Irish criminologists might be interested in a paper by the great Australian criminologist Pat O’Malley on what he calls simulated justice (see http://surveillanceandeveryday.files.wordpress.com/2011/06/pat-omalley-text.pdf ). This is a process whereby justice is achieved in a virtual reality with very real effects. The archetypal example is the traffic fine which is increasingly operated through an automated process with very little individual intervention.

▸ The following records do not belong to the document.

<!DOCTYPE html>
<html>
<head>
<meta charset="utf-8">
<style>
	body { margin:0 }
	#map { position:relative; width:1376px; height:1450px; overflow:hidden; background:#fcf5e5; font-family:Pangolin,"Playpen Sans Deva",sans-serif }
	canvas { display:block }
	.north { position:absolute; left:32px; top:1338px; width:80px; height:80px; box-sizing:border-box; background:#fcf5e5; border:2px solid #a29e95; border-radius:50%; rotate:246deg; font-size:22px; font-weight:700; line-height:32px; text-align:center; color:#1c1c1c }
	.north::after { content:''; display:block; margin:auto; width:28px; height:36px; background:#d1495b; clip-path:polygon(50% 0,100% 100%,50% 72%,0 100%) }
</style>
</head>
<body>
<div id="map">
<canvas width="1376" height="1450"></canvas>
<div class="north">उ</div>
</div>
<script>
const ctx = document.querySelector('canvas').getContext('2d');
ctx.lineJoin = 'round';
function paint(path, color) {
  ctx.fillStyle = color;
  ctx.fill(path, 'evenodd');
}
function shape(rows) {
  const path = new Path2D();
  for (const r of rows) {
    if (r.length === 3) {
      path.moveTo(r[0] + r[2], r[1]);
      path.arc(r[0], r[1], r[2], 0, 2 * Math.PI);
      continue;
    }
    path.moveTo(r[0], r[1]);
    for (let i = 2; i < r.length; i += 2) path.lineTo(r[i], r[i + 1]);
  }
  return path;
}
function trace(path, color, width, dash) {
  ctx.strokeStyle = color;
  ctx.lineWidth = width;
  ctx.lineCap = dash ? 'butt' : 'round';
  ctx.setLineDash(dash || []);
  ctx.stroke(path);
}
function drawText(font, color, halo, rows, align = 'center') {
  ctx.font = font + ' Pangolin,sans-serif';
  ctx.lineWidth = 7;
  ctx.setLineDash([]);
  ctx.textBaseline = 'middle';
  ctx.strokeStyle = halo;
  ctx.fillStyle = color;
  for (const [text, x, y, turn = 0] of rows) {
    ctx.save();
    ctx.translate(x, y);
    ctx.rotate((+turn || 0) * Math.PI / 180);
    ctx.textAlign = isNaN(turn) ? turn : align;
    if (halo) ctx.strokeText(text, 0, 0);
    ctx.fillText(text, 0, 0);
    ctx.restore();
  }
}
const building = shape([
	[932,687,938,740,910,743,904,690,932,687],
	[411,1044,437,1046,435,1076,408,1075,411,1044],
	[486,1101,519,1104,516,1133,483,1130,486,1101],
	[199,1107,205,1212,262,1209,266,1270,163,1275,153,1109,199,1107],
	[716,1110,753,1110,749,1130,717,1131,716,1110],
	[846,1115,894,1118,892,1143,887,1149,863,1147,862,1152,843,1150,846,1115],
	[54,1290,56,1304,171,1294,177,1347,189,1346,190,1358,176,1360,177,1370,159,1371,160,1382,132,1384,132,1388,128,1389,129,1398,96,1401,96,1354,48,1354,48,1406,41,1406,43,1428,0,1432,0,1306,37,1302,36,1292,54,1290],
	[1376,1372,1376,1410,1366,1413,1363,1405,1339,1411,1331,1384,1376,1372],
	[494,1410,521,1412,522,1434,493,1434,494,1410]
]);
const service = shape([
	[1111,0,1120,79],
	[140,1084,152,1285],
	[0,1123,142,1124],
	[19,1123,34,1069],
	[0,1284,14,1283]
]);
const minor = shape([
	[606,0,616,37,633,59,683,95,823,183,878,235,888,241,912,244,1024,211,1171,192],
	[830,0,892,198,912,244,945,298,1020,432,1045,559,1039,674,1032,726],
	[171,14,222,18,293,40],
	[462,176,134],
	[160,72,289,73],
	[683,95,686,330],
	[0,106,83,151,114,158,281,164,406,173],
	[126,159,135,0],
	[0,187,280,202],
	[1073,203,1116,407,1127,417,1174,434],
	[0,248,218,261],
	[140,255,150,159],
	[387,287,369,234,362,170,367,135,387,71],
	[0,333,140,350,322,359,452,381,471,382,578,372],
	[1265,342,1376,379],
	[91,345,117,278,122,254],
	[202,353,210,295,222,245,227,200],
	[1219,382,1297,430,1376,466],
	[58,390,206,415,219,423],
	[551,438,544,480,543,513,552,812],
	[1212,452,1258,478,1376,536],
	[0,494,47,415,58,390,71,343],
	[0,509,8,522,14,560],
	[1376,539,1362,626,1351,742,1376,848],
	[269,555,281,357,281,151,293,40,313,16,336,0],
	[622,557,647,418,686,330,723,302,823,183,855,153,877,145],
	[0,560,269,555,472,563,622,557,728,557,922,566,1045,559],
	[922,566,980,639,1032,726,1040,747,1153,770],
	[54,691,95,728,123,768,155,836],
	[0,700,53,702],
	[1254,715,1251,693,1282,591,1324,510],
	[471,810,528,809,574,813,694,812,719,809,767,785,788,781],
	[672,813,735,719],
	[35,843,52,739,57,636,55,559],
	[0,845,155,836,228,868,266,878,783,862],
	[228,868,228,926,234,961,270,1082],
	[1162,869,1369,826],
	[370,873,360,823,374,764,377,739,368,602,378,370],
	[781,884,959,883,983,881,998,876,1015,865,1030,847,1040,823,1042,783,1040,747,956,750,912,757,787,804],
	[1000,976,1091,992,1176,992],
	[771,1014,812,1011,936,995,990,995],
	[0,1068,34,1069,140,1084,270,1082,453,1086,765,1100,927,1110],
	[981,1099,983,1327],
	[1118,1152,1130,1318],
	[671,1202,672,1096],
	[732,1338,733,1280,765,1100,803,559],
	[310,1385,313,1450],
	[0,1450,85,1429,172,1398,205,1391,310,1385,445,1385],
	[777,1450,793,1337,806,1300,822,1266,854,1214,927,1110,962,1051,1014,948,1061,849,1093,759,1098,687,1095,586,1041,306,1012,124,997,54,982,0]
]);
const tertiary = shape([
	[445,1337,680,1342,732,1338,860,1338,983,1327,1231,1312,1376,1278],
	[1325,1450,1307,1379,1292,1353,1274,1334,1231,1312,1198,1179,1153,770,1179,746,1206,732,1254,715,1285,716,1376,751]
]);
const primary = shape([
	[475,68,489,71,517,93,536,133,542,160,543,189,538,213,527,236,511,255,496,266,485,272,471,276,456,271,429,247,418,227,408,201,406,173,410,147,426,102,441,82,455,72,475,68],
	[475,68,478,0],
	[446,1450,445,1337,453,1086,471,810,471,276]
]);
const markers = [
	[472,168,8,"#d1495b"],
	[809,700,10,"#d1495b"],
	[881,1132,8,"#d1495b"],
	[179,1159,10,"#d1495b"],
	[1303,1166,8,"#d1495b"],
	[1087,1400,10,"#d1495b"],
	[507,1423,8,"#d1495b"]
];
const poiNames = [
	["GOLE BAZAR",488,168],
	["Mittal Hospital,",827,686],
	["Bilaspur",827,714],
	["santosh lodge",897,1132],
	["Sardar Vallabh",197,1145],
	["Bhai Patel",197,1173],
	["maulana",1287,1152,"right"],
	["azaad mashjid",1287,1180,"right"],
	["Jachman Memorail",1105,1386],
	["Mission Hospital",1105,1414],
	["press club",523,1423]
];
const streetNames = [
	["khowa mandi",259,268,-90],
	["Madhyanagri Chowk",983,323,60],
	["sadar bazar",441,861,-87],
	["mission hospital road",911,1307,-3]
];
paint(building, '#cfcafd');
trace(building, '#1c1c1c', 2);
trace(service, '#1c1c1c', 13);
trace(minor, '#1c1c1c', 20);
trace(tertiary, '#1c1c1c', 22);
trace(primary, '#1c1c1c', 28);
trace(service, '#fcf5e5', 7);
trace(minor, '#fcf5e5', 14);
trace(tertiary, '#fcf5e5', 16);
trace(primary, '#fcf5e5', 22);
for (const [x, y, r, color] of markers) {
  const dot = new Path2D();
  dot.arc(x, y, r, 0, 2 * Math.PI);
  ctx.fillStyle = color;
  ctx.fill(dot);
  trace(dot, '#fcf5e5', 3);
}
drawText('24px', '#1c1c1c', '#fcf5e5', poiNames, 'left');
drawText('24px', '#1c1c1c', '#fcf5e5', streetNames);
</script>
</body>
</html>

Such a system creates what O’Malley calls ‘dividuals’, anonymous yet specific license holders such as the ‘driver’ or ‘owner’, whose behavior is moderated through a monetary sanction.
The purpose is not to ‘discipline individuals’ but to modulate flows of valued objects such as traffic. In an effort to make the whole system as efficient as possible, to ‘make it flow’, strict liability offences are created and people are actively discouraged from appealing , having potentially to pay more money for a right to be heard as an individual in court. This is what makes possible virtual closure where apprehension, sentencing and sanctioning are all dealt with in the domain of the code in an automated fashion.
If people continue to offend, the capacity to circulate legitimately through something like a license may be removed. Again, it is the ‘licensed dividual’ — the driver or owner — rather than the individual who is being sanctioned. Ideology has not guided this depersonalized and remotely administered form of justice; it has been created because disciplinary intervention to transform the ‘character’ of individuals is simply unworkable before the volume facing it.
The significance of the paper is, I believe, threefold.
First because simulated justice dwarfs in terms of scale the sorts of judicial justice that criminologists regularly examine yet remains invisible to the profession.
Second, what is at stake in this form of justice is not necessarily inviolable rights with which criminologists and lawyers are comfortable discussing but what O’Malley calls ‘purchased freedoms’ that exist ‘well inside the perimeter of rights’. Yet restriction or removal of these freedoms may well have a serious consequences upon people’s autonomy and quality of life.
Third, O’ Malley analyses what might be called high-volume, mass-produced offences. I wonder whether it is possible to apply some of his ideas to criminality at the other end of the scale, committed by what would be known as ‘organized crime’. Consider that the Criminal Assets Bureau deals with this kind of criminality overwhelmingly through taxation, which must operate through some of the modalities that O’Malley identifies: lack of concern with disciplinary interventions, identification of people as ‘dividuals’ in the form of house owner or account-holder, and placing the burden of proof onto the accused. One of the questions must be how effective this kind of intervention is: do criminals pay up and continue to go about their illegal business or are they convinced to ‘go straight’? In O’Malley’s account, recalcitrant individuals have their license removed but we know practically nothing about the responses of those targeted by CAB.
If O’Malley is accurate in his diagnosis of contemporary trends, then they call into question many of the assumptions governing criminological investigation. Previously, I have speculated that Irish criminology could be considered as a kind of ‘Maginot Line’, fixated on threats to individual rights posed by the physical intervention of the criminal justice system, when the more momentous dangers could be emerging outside of the discipline’s perspective.